Description of the task >>
A complete response lists each line of the data below that includes the word "controls".

(Collected data)
###

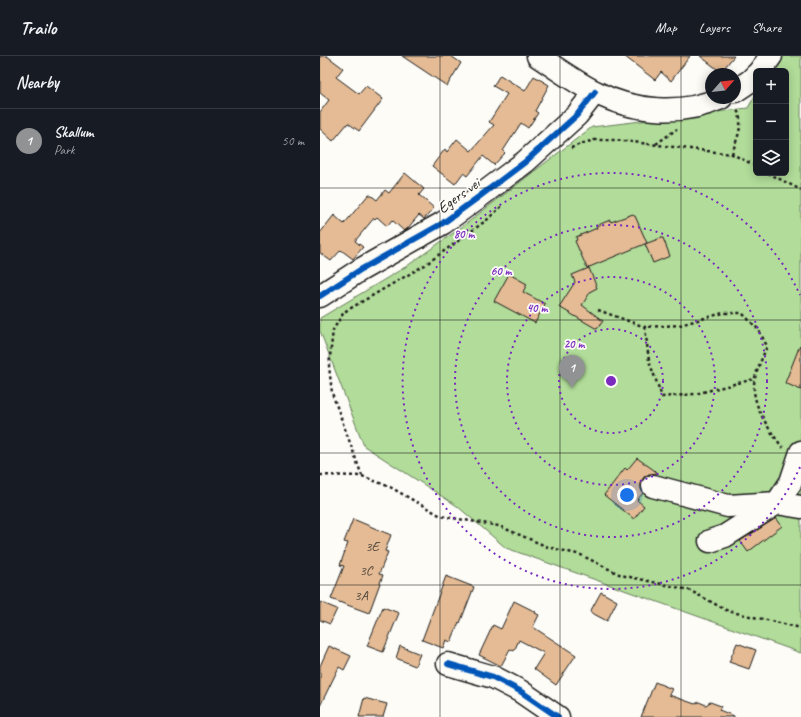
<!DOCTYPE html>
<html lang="en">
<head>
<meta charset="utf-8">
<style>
  :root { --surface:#171b24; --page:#20242c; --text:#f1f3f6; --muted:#9ea1a6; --line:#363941; --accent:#919294 }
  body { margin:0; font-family:Caveat,sans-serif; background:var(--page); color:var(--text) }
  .controls { position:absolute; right:12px; top:12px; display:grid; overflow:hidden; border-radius:6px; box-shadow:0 2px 10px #0003 }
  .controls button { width:36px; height:36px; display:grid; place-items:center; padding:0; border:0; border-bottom:1px solid var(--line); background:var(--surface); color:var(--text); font:20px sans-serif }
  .compass { position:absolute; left:385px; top:12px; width:36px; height:36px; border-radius:50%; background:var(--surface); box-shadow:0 2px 10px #0003; rotate:62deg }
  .you { position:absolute; left:307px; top:439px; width:14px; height:14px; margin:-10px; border:3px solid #fff; border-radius:50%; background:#1a73e8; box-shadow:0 0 0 6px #1a73e833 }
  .badge { display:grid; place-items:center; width:26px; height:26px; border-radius:50%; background:var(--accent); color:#fff; font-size:13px; font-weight:700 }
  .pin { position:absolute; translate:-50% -33px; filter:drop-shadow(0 1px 2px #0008) }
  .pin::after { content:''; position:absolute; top:21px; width:14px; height:12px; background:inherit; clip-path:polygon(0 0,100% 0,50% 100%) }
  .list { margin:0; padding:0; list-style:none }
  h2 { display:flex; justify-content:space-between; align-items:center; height:52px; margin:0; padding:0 16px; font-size:17px }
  h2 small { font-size:13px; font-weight:400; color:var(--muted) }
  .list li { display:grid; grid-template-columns:26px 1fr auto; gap:12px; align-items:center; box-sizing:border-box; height:64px; padding:0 16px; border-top:1px solid var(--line) }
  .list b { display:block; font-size:15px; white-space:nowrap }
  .list p { margin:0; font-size:13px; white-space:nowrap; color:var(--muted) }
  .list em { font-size:13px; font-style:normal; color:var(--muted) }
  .icon { flex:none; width:22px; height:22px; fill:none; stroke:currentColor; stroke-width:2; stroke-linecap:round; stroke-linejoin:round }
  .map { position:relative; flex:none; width:481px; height:661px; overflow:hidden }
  header { display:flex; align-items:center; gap:24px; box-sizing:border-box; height:56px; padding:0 20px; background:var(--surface); border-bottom:1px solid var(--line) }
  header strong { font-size:19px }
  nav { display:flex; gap:22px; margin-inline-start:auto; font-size:14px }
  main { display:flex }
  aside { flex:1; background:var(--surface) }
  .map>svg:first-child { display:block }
</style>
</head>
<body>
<header>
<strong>Trailo</strong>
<nav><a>Map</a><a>Layers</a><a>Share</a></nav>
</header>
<main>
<aside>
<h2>Nearby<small></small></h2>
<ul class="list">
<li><span class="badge">1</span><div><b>Skallum</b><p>Park</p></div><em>50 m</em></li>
</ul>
</aside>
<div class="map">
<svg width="481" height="661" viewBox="0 0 481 661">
  <rect width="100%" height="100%" fill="#fdfcf7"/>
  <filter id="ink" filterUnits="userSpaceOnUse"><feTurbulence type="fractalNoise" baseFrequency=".025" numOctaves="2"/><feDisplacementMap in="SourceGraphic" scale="8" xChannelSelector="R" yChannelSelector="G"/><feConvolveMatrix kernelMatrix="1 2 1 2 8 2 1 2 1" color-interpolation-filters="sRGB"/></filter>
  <g filter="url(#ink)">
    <!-- green -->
    <path fill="#b1dc99" stroke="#667c5a" d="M459,0H481V597L186,492L137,450L44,390L0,275V262L87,210L143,170L272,71L428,52L436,38V117H466V15H450Z"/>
    <!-- building -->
    <g fill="#e4bb94" stroke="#1c1c1c">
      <path d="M0,0H7L23,12L16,21L39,38L46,30L63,43L39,75L28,67L13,85L0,73V56L9,44L0,37Z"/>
      <path d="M82,0H131L141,7L127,30Z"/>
      <path d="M304,0H370L351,25L341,16L335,24Z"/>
      <path d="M380,0H414L401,16Z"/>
      <path d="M180,19L205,35L214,20L229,29L215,55L218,57L208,72L201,67L183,95L185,97L174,109L163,100L147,120L143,117L135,128L112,110L125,93L127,96L137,83L151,95L174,69L169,66L187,38L173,30Z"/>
      <path d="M85,117L104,133L99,139L114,152L104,163L99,159L87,173L84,175L72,164L67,170L57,161L55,163L54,162L35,185L43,191L33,203L21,194L11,205L0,197V177L14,159L24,168L49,138L57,144L65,134L69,137Z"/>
      <path d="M313,158L314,160H315L327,187L267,212L255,185L257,184L256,181L277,172L276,170L290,164L291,166Z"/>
      <path d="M341,182H343L350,200L333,207L325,188Z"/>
      <path d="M269,212L277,232L271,235L262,249L283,265L277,273L239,251L255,226L252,219Z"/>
      <path d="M189,218L207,228L203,236L225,248L215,267L174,245Z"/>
      <path d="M480,289H481V334L465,327Z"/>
      <path d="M317,402L338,417L329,418L324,421L321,426V433L323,437L317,444L324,450L314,463L284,439L305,412L307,414Z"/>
      <path d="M456,462L462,470L428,496L420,485Z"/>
      <path d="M33,463L71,479L65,495L68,496L59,518L63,519L49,557L11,543L24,510L20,509L28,487L24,486Z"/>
      <path d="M126,520L154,531L140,567L139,566L131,586L126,584L123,592L102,584Z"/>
      <path d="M281,536L297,545L287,565L270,556Z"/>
      <path d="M194,545L216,556L215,557L219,559L213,571L256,599L236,629L214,613L224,597L199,584L194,595L190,593L181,610L159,599L173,569L181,573Z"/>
      <path d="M0,546L17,553L10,568L0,564Z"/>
      <path d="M63,551L79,557L63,596L47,590Z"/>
      <path d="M417,587L436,594L429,613L409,606Z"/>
      <path d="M9,590L31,600L24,614L19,611L0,650V610Z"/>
      <path d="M80,590L100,598L95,610L76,602Z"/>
      <path d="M335,626L352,633L349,639L375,648L379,646L386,649L390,646L401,650L399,654L414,660V661H321Z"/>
      <path d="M44,642L67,648L63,661H39Z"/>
    </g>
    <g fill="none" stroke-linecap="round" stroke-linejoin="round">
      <!-- minor casing -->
      <g stroke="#1c1c1c" stroke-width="25">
        <g id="minor">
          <path d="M218,0C236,12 255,26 275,36C313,56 362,60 401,42"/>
          <path d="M440,15L451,0"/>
          <path d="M415,35L430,25L436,19"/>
          <path d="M0,240L40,214L123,167L160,140L205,106L257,59L275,36"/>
          <path d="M333,430L408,450L457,447L471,426L481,396"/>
          <path d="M390,485L405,480L457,447L481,451"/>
          <path d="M128,608L173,621L200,635L238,661"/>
        </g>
      </g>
      <!-- path -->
      <g stroke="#1c1c1c" stroke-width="2.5" stroke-dasharray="3 3" stroke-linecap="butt">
        <path d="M336,88L357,73"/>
        <path d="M251,92L260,88L274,84H296L412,98L436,110"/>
        <path d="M412,98C416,84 425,68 417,54"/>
        <path d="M448,117L481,134"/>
        <path d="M278,254L325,271L360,269L403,257H422L438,273L447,290C443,300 438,311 435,322C429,346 449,374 463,392"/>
        <path d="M325,271L329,305L342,341L375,338L434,323"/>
        <path d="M0,419L42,420L70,431L121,460L179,470L228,491L261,499L301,519L369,534L408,555L481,572"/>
        <path d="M42,420L12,337L9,310L13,274L24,256L105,209L168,163L183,149"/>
      </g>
      <!-- minor -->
      <use href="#minor" stroke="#fdfcf7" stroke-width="22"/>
      <!-- cycleway casing -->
      <g stroke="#fdfcf7" stroke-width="8">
        <g id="cycleway">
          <path d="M0,240L40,214L123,167L160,140L205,106L257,59L275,36"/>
          <path d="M128,608L173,621L200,635L238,661"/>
        </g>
      </g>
      <!-- cycleway -->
      <use href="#cycleway" stroke="#0057b8" stroke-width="6"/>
    </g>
  </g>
  <!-- grid -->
  <path fill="none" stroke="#1c1c1c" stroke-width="1" stroke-opacity="0.55" d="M120,0V661M240,0V661M361,0V661M0,132H481M0,264H481M0,397H481M0,529H481"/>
  <!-- distance rings -->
  <g fill="none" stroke="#7b2cbf" stroke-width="2" stroke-dasharray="2 4">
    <circle cx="291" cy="325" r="52"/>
    <circle cx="291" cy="325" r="104"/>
    <circle cx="291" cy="325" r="156"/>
    <path d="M480 411A208 208 0 1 1 480 239"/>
  </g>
  <g text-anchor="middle" stroke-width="3.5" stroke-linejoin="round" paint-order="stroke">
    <!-- number labels -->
    <g font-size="14" fill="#4e443a">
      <text x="52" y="495">3E</text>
      <text x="46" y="519">3C</text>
      <text x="41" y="544">3A</text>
    </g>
    <!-- street labels -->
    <g font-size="16" fill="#1c1c1c" stroke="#fdfcf7">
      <text transform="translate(138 139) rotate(-36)" y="6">Egers vei</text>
    </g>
  </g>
  <circle cx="291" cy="325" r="6" fill="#7b2cbf" stroke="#fdfcf7" stroke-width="2"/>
  <g font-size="12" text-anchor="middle" font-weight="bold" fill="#7b2cbf" stroke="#fdfcf7" stroke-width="3.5" stroke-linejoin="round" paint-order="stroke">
    <text x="144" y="182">80 m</text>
    <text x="181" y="219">60 m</text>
    <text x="217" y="256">40 m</text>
    <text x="254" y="292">20 m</text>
  </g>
</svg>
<div class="controls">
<button>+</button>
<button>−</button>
<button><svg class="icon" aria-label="layers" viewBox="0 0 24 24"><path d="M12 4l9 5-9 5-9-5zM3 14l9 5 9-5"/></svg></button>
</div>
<svg class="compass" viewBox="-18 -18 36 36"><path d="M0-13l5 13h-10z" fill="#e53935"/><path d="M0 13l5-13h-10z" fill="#9ea1a6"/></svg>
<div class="you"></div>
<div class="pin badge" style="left:252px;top:332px">1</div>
</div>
</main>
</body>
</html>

###

Exercise result >>
  .controls { position:absolute; right:12px; top:12px; display:grid; overflow:hidden; border-radius:6px; box-shadow:0 2px 10px #0003 }
  .controls button { width:36px; height:36px; display:grid; place-items:center; padding:0; border:0; border-bottom:1px solid var(--line); background:var(--surface); color:var(--text); font:20px sans-serif }
<div class="controls">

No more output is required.